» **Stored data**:
================================

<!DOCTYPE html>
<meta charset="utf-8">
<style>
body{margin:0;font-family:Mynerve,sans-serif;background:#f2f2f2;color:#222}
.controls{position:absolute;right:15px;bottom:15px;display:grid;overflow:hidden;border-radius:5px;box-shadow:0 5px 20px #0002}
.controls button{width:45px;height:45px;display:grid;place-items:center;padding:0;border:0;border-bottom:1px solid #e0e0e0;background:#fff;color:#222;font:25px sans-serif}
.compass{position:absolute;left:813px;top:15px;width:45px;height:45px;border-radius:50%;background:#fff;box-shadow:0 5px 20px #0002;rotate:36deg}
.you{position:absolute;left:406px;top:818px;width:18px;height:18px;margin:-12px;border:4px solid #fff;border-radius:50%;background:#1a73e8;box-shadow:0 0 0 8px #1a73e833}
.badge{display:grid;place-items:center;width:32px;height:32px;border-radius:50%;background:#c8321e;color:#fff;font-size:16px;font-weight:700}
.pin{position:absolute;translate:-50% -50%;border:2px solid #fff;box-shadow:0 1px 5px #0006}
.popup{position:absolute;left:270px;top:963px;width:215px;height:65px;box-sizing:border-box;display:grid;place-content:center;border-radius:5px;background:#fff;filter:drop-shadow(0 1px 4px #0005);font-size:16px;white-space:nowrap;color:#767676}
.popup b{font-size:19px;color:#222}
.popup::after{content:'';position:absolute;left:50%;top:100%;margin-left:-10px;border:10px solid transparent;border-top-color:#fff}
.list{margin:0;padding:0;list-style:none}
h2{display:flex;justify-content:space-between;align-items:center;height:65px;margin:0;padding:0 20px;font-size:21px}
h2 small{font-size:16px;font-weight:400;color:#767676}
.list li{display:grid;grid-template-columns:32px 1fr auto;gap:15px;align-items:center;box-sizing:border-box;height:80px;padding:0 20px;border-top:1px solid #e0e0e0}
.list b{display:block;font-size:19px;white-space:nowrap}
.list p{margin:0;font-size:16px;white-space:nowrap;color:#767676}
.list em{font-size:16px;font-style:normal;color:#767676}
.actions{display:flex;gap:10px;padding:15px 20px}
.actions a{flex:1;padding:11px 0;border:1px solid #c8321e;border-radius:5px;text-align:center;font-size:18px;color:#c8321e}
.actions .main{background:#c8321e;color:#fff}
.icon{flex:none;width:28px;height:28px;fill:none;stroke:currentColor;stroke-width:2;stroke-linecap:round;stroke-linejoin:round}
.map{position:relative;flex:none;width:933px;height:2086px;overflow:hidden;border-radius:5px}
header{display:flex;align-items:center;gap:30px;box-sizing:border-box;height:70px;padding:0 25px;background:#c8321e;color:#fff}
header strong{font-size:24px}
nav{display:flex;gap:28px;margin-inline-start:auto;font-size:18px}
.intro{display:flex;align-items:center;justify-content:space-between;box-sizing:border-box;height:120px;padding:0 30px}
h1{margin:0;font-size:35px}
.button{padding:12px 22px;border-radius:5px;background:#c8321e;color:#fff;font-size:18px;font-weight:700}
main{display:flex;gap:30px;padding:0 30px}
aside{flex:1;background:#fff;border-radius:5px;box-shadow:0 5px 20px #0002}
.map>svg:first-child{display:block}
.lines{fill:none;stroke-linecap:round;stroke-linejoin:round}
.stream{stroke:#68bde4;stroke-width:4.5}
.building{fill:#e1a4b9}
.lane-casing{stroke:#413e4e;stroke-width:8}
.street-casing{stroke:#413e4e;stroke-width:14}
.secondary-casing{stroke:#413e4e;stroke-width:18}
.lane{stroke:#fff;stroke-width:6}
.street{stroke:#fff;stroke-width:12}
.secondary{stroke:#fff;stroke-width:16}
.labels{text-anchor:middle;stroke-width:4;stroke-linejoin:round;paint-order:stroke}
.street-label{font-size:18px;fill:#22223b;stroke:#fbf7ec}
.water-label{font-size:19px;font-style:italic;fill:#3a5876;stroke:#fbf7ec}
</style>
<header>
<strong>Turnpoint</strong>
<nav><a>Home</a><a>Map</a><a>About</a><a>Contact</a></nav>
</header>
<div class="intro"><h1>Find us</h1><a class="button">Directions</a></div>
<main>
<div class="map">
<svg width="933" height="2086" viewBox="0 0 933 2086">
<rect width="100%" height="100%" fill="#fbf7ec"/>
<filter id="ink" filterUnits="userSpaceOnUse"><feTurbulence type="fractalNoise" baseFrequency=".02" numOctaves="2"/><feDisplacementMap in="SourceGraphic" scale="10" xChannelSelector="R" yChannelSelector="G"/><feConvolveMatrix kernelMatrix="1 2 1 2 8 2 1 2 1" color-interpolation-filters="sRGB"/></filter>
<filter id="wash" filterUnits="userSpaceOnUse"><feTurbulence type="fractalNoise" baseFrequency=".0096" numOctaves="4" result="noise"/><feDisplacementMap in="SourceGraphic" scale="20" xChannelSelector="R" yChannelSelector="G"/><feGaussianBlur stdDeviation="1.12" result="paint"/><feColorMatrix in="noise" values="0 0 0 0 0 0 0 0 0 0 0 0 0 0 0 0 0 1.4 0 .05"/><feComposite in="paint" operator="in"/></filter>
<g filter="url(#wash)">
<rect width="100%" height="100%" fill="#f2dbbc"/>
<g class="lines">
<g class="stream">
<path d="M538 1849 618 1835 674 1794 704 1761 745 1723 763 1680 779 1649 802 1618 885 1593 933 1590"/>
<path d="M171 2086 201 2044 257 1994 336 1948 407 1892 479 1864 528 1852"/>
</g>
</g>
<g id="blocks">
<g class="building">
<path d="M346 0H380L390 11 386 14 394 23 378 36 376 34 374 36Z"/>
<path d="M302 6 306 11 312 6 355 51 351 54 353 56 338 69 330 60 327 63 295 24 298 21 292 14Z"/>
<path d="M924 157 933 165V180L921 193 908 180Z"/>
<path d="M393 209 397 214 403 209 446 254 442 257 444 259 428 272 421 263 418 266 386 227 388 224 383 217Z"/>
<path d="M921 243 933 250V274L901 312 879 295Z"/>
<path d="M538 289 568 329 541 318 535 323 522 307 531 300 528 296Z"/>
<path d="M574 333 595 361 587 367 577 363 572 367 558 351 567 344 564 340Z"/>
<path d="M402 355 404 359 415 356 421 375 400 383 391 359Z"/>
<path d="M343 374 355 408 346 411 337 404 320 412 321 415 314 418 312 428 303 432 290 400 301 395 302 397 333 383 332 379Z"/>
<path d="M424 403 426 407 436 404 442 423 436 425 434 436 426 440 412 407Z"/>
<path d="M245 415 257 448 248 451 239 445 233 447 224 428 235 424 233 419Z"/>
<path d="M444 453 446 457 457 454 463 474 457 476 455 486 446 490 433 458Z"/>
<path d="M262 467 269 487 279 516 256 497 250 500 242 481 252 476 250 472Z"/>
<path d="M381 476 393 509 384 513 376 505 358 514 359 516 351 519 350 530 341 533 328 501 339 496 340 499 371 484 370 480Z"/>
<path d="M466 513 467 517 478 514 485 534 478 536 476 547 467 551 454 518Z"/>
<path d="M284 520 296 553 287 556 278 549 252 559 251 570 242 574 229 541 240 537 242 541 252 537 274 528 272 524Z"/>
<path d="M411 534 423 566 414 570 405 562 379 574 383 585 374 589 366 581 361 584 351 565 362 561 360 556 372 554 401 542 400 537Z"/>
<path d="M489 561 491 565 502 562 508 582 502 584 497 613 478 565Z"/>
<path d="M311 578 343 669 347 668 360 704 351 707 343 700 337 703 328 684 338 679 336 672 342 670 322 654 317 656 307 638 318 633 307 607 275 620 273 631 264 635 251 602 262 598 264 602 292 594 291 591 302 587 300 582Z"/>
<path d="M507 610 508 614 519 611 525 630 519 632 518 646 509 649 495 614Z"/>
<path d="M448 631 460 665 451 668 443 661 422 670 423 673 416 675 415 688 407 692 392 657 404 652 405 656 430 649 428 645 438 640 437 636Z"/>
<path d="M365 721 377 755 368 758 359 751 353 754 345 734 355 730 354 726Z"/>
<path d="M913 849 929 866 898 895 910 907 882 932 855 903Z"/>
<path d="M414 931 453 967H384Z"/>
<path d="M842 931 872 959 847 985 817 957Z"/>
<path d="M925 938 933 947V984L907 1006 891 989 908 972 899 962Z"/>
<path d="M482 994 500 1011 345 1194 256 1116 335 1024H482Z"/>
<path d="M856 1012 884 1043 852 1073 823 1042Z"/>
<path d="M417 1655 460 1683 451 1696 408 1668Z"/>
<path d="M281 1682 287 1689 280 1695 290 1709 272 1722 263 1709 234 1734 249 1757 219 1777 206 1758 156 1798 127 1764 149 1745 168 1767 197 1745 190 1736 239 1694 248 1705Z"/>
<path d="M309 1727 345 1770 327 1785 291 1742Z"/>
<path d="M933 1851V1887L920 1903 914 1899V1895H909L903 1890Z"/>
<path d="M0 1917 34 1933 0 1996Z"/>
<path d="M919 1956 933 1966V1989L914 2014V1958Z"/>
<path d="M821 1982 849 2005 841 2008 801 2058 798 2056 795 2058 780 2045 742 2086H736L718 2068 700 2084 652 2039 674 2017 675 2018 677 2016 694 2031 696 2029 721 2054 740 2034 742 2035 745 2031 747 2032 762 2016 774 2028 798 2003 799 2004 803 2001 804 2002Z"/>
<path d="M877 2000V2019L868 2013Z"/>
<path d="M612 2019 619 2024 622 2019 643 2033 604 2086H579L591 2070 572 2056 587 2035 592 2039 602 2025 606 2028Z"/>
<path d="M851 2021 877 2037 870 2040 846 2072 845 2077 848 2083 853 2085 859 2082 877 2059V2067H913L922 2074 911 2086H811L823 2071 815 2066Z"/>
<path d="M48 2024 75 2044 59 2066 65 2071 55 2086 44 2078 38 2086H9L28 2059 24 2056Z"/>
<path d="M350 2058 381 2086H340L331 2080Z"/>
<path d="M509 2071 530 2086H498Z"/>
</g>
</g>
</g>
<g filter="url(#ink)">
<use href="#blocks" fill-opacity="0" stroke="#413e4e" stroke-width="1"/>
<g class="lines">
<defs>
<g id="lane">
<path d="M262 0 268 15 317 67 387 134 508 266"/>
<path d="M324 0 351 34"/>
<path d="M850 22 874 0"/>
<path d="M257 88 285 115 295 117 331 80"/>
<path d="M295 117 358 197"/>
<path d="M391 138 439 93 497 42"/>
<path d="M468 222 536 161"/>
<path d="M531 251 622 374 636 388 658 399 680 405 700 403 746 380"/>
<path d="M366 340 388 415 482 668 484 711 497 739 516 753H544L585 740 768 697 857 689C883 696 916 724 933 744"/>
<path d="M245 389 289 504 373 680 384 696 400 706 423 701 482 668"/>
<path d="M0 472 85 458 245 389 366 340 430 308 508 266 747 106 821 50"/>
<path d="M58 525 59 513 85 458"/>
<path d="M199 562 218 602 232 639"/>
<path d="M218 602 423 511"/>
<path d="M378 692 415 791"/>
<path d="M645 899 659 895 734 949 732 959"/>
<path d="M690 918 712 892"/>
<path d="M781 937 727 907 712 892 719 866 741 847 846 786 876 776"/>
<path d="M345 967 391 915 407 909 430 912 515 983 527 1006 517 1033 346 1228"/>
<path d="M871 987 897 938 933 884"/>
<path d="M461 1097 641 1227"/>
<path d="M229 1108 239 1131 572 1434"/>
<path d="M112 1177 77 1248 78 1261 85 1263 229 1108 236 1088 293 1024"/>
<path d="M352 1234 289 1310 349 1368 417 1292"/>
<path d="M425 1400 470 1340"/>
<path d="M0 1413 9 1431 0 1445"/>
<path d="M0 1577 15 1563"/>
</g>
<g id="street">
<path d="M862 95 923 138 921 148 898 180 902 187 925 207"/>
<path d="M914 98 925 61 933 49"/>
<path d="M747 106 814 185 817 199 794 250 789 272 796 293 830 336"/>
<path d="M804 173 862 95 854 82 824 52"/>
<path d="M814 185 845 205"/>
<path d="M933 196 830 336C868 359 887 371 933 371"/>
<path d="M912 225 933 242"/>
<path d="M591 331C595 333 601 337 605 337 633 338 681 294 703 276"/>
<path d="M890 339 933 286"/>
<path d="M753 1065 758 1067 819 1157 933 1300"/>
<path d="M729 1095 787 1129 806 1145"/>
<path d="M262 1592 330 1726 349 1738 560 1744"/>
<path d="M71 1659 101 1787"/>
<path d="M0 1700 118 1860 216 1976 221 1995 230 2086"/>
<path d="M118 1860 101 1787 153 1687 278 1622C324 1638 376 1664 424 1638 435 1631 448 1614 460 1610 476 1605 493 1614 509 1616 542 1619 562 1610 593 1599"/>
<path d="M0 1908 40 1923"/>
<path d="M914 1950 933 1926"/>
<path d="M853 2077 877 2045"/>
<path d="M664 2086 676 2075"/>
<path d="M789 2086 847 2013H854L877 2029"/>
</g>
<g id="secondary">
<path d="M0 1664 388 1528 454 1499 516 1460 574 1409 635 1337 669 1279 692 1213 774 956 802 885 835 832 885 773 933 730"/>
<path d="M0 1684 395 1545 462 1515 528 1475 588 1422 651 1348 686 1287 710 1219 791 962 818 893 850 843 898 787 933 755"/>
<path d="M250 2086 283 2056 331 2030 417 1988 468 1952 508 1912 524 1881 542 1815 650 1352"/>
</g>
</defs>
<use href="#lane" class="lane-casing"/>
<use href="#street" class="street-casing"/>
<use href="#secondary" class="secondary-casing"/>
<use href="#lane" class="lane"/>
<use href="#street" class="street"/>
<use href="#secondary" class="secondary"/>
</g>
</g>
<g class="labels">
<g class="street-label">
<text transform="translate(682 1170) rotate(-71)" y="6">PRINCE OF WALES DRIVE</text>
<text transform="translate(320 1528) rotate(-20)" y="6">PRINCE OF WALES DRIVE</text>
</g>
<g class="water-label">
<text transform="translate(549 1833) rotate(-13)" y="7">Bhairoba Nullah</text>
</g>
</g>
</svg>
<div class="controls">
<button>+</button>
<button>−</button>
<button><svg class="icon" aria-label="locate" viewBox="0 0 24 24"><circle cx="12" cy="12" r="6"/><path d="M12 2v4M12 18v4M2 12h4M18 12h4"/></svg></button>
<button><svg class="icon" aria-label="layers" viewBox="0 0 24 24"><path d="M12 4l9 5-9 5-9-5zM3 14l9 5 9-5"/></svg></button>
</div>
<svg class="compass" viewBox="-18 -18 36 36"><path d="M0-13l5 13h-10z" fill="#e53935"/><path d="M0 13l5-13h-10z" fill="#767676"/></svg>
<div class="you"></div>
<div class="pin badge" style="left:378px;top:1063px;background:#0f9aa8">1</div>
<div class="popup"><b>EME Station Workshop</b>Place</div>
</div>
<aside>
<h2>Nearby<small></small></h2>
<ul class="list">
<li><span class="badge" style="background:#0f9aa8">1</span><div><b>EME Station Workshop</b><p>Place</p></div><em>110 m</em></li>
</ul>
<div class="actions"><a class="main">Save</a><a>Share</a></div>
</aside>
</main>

================================

» **Task prompt**: What lines above contain the string "compass"? Copy all of them.

» **Answer box**:
.compass{position:absolute;left:813px;top:15px;width:45px;height:45px;border-radius:50%;background:#fff;box-shadow:0 5px 20px #0002;rotate:36deg}
<svg class="compass" viewBox="-18 -18 36 36"><path d="M0-13l5 13h-10z" fill="#e53935"/><path d="M0 13l5-13h-10z" fill="#767676"/></svg>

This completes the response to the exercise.